- DATA TO EXAMINE:

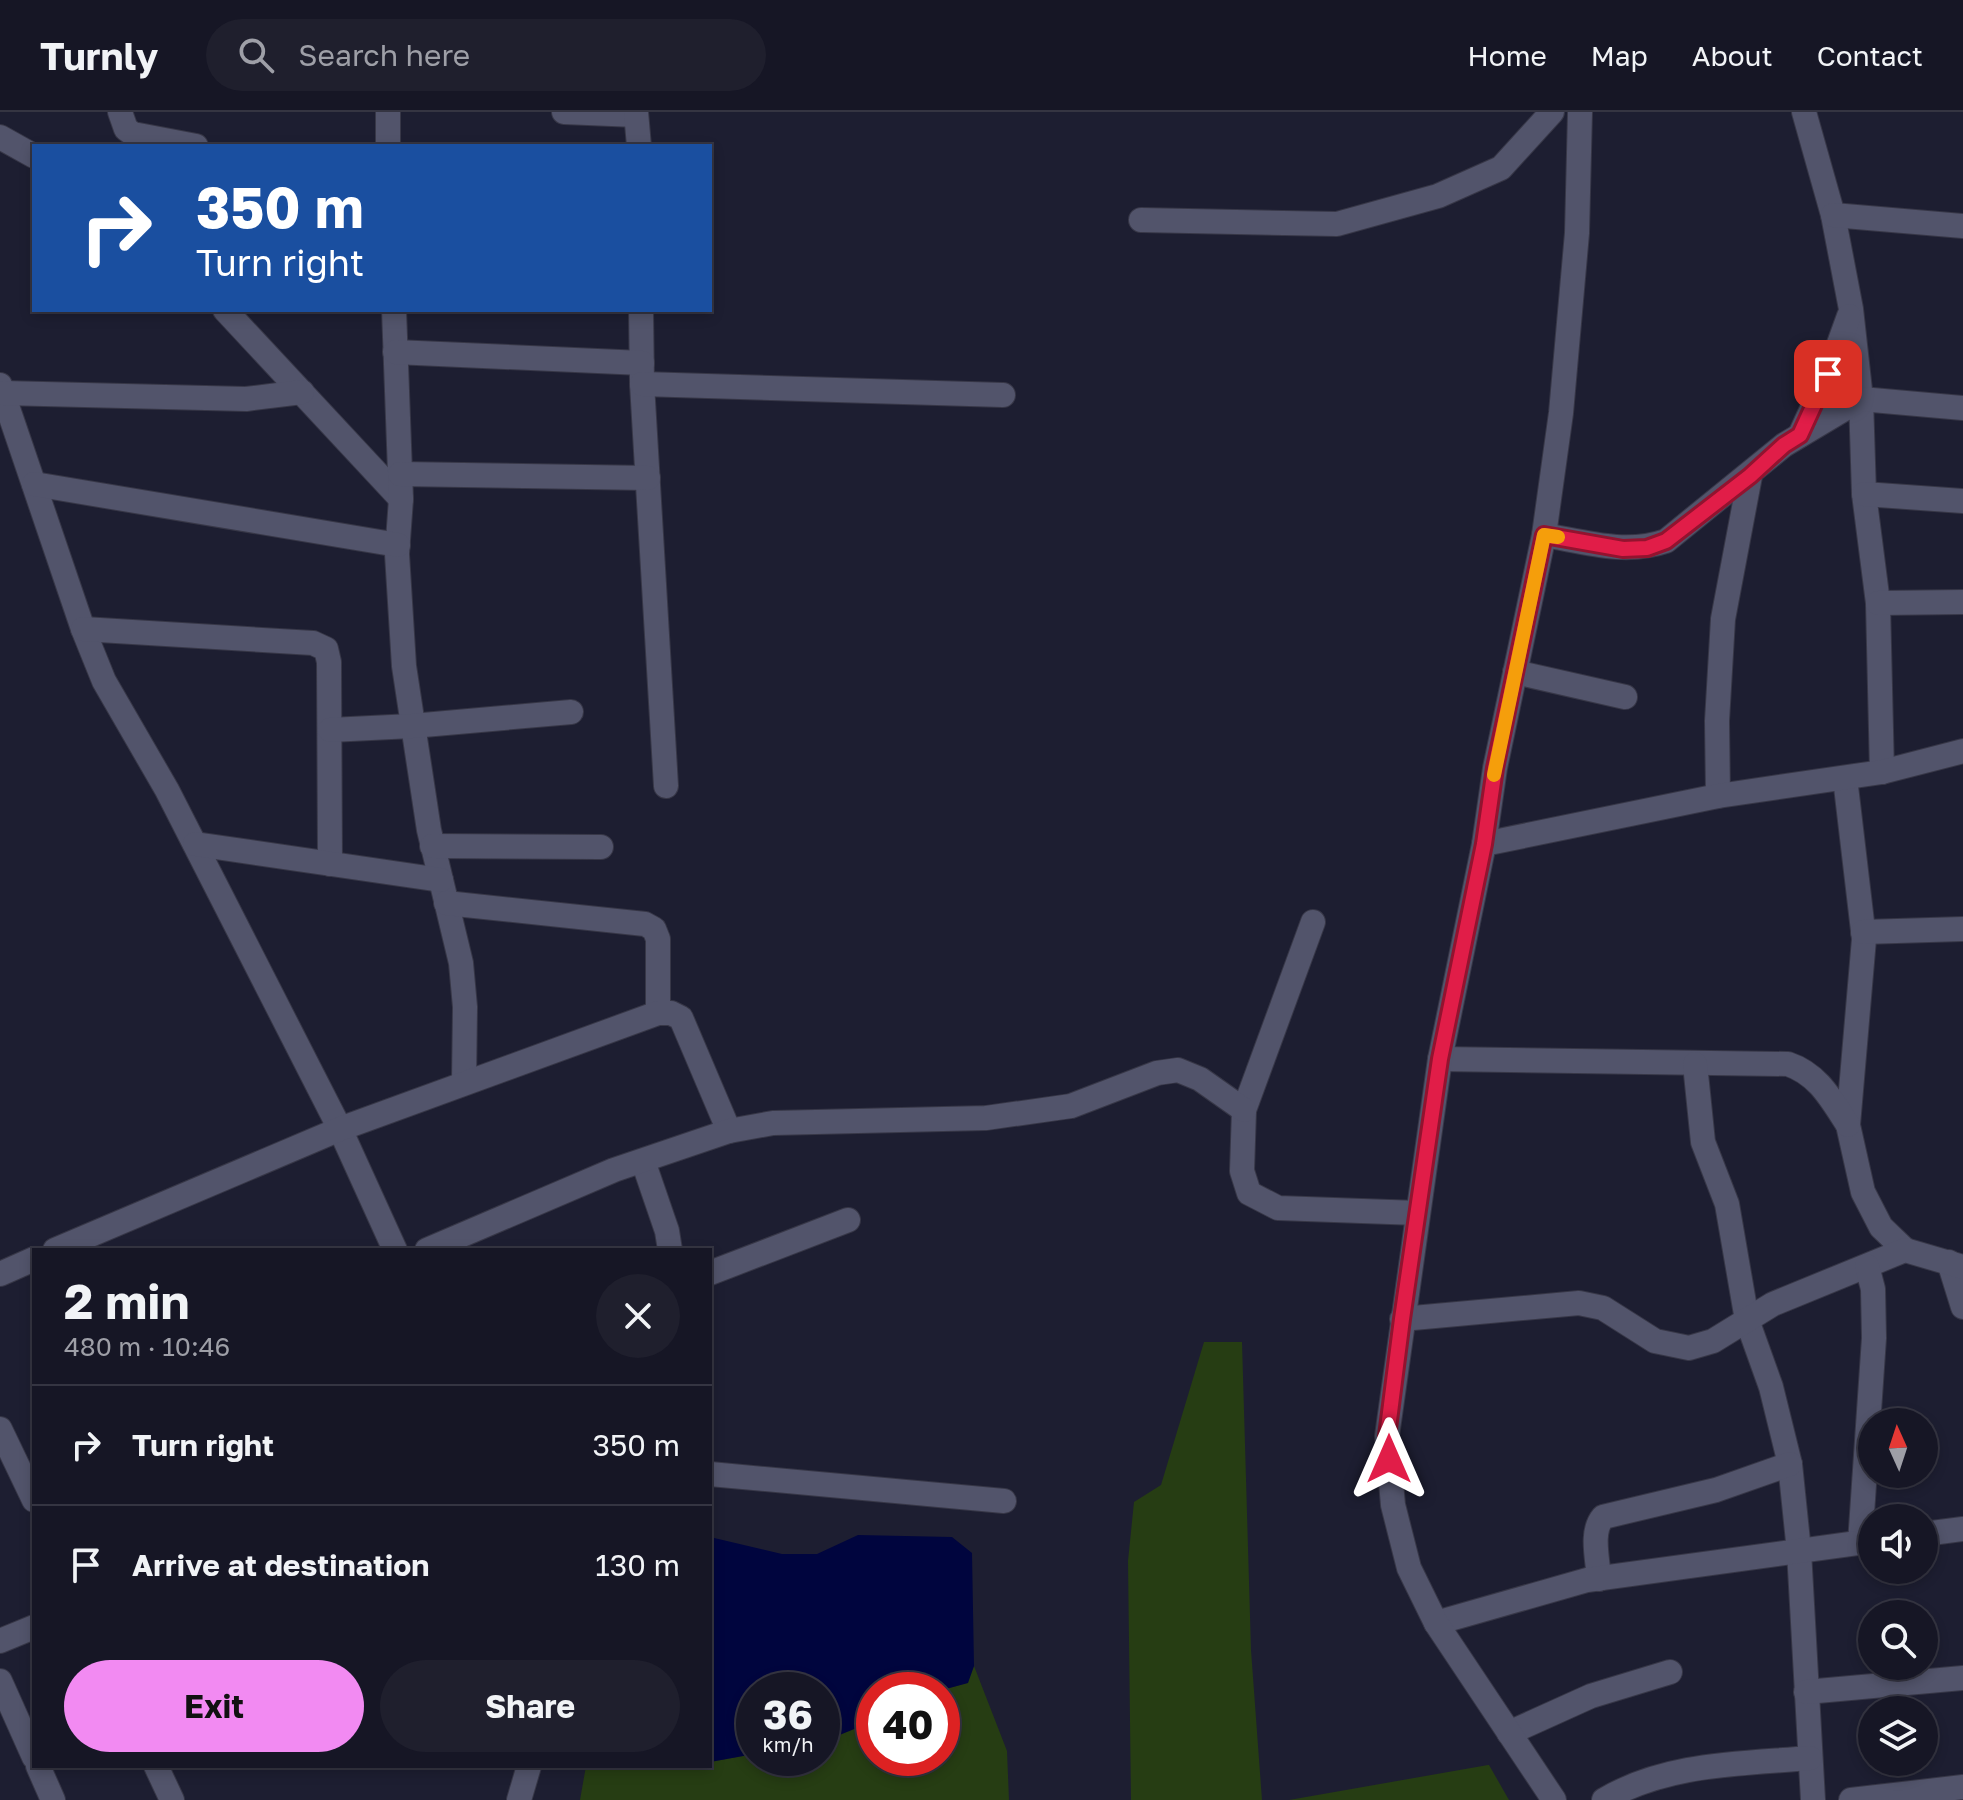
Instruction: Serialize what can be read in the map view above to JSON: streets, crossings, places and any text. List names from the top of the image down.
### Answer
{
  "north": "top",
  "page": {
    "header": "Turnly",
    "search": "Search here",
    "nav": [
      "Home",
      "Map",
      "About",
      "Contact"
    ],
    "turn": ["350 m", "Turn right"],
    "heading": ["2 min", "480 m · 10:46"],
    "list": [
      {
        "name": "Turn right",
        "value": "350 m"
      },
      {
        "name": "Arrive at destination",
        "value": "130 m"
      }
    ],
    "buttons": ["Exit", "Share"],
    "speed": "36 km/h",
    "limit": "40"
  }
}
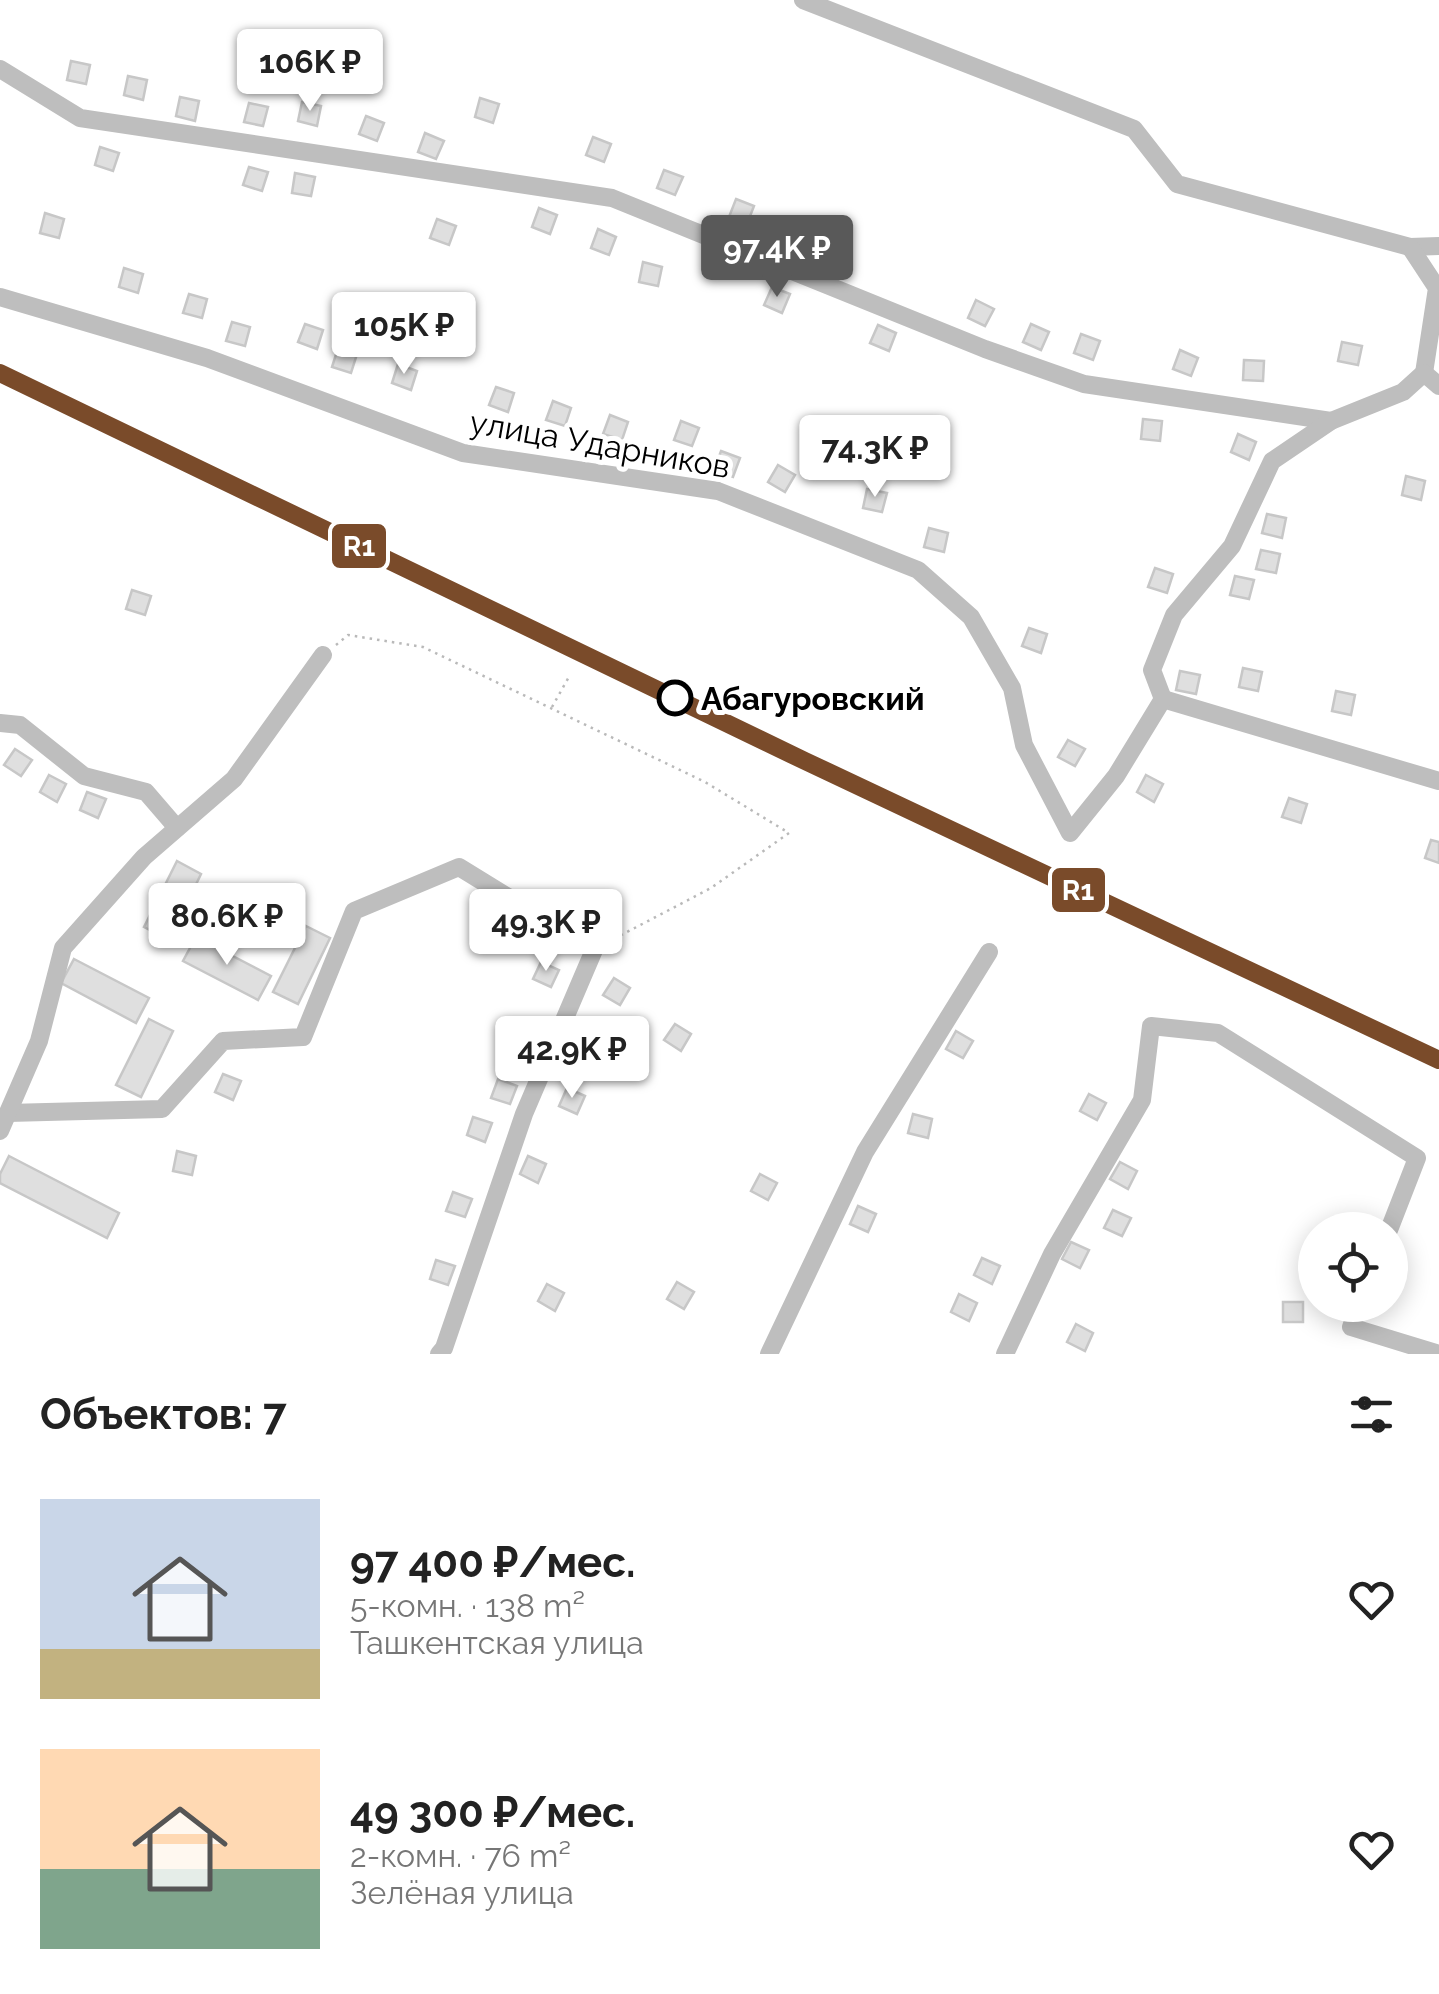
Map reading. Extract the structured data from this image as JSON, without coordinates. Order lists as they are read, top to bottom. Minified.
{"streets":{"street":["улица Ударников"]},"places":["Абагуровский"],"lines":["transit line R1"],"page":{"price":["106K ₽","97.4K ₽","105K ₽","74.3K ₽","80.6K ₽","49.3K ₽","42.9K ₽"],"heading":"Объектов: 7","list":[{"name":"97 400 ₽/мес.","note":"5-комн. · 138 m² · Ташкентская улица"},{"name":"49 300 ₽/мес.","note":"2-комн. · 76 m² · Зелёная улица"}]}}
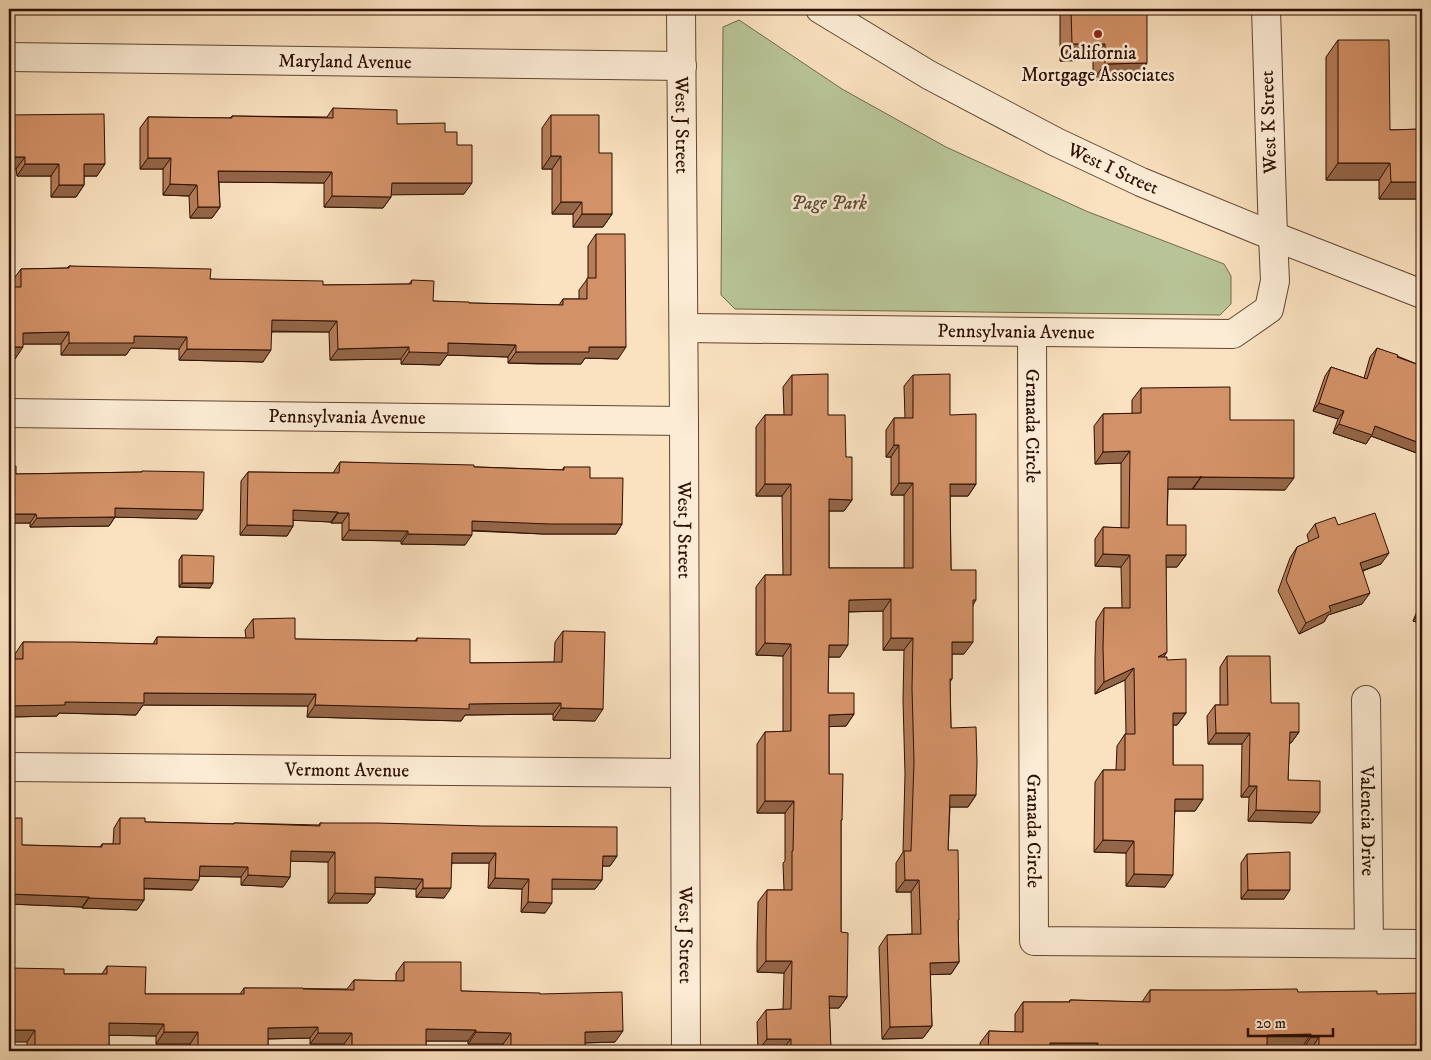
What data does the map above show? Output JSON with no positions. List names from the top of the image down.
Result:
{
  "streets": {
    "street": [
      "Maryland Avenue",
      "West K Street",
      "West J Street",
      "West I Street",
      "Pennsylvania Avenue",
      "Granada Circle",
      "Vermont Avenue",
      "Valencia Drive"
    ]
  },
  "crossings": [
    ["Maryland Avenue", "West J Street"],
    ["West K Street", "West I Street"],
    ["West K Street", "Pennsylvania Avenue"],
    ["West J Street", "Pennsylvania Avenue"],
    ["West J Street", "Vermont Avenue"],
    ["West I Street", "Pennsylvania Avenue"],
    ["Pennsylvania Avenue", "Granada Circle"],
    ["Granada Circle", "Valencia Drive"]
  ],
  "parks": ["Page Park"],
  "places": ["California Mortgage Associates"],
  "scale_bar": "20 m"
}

- TASK INSTRUCTIONS:
Could you set down every record above exactly as written, leaving out the pictures?

- WRITTEN SOLUTION:
Instruction: Serialize what can be read in the map view above to JSON: streets, crossings, places and any text. List names from the top of the image down.
### Answer
{
  "north": "top",
  "page": {
    "header": "Turnly",
    "search": "Search here",
    "nav": [
      "Home",
      "Map",
      "About",
      "Contact"
    ],
    "turn": ["350 m", "Turn right"],
    "heading": ["2 min", "480 m · 10:46"],
    "list": [
      {
        "name": "Turn right",
        "value": "350 m"
      },
      {
        "name": "Arrive at destination",
        "value": "130 m"
      }
    ],
    "buttons": ["Exit", "Share"],
    "speed": "36 km/h",
    "limit": "40"
  }
}
Map reading. Extract the structured data from this image as JSON, without coordinates. Order lists as they are read, top to bottom. Minified.
{"streets":{"street":["улица Ударников"]},"places":["Абагуровский"],"lines":["transit line R1"],"page":{"price":["106K ₽","97.4K ₽","105K ₽","74.3K ₽","80.6K ₽","49.3K ₽","42.9K ₽"],"heading":"Объектов: 7","list":[{"name":"97 400 ₽/мес.","note":"5-комн. · 138 m² · Ташкентская улица"},{"name":"49 300 ₽/мес.","note":"2-комн. · 76 m² · Зелёная улица"}]}}
What data does the map above show? Output JSON with no positions. List names from the top of the image down.
Result:
{
  "streets": {
    "street": [
      "Maryland Avenue",
      "West K Street",
      "West J Street",
      "West I Street",
      "Pennsylvania Avenue",
      "Granada Circle",
      "Vermont Avenue",
      "Valencia Drive"
    ]
  },
  "crossings": [
    ["Maryland Avenue", "West J Street"],
    ["West K Street", "West I Street"],
    ["West K Street", "Pennsylvania Avenue"],
    ["West J Street", "Pennsylvania Avenue"],
    ["West J Street", "Vermont Avenue"],
    ["West I Street", "Pennsylvania Avenue"],
    ["Pennsylvania Avenue", "Granada Circle"],
    ["Granada Circle", "Valencia Drive"]
  ],
  "parks": ["Page Park"],
  "places": ["California Mortgage Associates"],
  "scale_bar": "20 m"
}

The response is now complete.